One story offshoot of the original mythology involved a Black Ops branch of US intelligence known as ‘Optic Nerve’, who have had knowledge of Slenderman for decades, possibly centuries. Within this part of the story comes the first time one of Slenderman’s key characteristics is expressed – that it is unkillable…
I have read the notes, looked through the files. There is no way on God’s green Earth we will be able to do anything to stop this thing. In all my years with working cases for Optic Nerve I have seen things and proven many times before that supposed “Gods” can be killed.
But this…Slender Man… There is nothing in any records of anything thing even remotely hurting it. Reports ranging from small arms fire, artillery fire (the report from that Nazi Artillery team…that’s what made me think about this) even full scale forest fires doesn’t do anything!
This is a complete and total waste of time and man power. There is nothing you can say to me, or anyone in this branch that will make us change our minds. In a sick sad way the only thing we can do is keep a record of this thing.
We can’t kill it No way in hell we can capture it.
(user ‘BooDoug187’, 17 June 2009, 0819hrs)

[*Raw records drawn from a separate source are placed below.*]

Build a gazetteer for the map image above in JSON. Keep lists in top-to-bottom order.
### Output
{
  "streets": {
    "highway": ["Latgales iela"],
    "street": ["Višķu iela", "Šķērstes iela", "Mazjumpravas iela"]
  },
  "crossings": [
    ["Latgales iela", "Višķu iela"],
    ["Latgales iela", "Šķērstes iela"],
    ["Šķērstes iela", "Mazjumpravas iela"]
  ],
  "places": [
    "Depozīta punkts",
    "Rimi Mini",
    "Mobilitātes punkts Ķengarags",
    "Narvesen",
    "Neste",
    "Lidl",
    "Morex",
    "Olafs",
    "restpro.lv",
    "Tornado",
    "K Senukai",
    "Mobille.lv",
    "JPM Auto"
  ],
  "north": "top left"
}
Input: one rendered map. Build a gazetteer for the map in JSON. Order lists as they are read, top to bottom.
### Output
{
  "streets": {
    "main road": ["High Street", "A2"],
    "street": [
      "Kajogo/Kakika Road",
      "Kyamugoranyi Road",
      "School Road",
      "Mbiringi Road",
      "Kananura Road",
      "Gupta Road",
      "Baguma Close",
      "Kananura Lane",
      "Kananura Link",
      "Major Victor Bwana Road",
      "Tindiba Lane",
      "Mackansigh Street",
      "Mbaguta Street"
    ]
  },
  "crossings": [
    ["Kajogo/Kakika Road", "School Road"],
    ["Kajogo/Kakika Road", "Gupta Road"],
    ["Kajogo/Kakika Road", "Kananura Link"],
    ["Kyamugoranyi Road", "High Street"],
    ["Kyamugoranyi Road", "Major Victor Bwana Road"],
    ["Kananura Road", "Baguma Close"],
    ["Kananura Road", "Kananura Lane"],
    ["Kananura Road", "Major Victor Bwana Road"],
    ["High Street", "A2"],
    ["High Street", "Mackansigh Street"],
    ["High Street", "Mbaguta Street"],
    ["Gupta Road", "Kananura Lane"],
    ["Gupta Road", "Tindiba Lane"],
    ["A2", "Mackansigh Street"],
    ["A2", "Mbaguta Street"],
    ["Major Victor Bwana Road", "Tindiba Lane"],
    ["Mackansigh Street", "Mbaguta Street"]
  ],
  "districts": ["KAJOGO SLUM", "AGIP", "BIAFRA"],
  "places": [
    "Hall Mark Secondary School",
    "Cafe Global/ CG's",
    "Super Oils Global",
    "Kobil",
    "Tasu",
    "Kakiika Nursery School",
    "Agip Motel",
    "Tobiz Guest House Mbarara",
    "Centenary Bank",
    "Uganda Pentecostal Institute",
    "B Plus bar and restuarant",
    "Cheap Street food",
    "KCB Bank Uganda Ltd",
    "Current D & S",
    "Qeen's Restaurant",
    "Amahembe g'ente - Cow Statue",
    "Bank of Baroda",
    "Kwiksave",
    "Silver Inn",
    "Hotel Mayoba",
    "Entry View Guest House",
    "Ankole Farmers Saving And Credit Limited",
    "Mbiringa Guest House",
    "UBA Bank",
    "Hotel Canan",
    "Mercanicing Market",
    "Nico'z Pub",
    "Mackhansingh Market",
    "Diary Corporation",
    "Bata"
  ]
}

A day later, the previously briefly-suggested idea of Slenderman becoming the basis of an Alternate Reality Game (or ARG, of which more below) is proposed in detail. By now, the SA thread had received wider publicity, notably from that infamous source of many an internet meme, 4-Chan. A Wikipedia page had appeared. It was suggested in the SA forum that a series of fake websites be set up to subtly introduce the Slenderman mythos into the internet datastream, leaving its fictional origins aside and seeing who would end up believing it – for, as they say on 4-Chan, “the lulz”. It was pretty much too late for this to be completely successful – anyone could track their way back to the original thread and find its origins. Instead, the narrative takes on a blurry, liminal quality – truth and fancy overlapping almost indistinguishably.
Not long after this point, the Slenderman story acquired two major developments. The first was the initial appearance of Marble Hornets. The second development, one which moved the Slenderman mythos even further from the realm of pure fiction into that of the truly paranormal, was the first use of a particular word to describe Slenderman: tulpa.
Marble Hornets, Alternate Reality
The first mention of Marble Hornets comes on June 18th, 2009. User ‘ce gars’ posted to the SA thread regarding a student film he had collaborated on with a film school friend named Alex two years previously:
It was called Marble Hornets and I think it was about a twenty something returning to his childhood home and recalling events that happened there. It was pretty pretentious film student fare, but I helped out for a few days before my summer classes started, and a few rare occasions after that. Everyone on the set seemed pretty excited to be making it, especially Alex. The set itself was about half a mile away from Alex’s house, roughly a thirty minute drive away from where I lived at the time. It was a pretty heavily wooded area, I guess to give it a sparsely populated small town feel. Most of the movie took place outside.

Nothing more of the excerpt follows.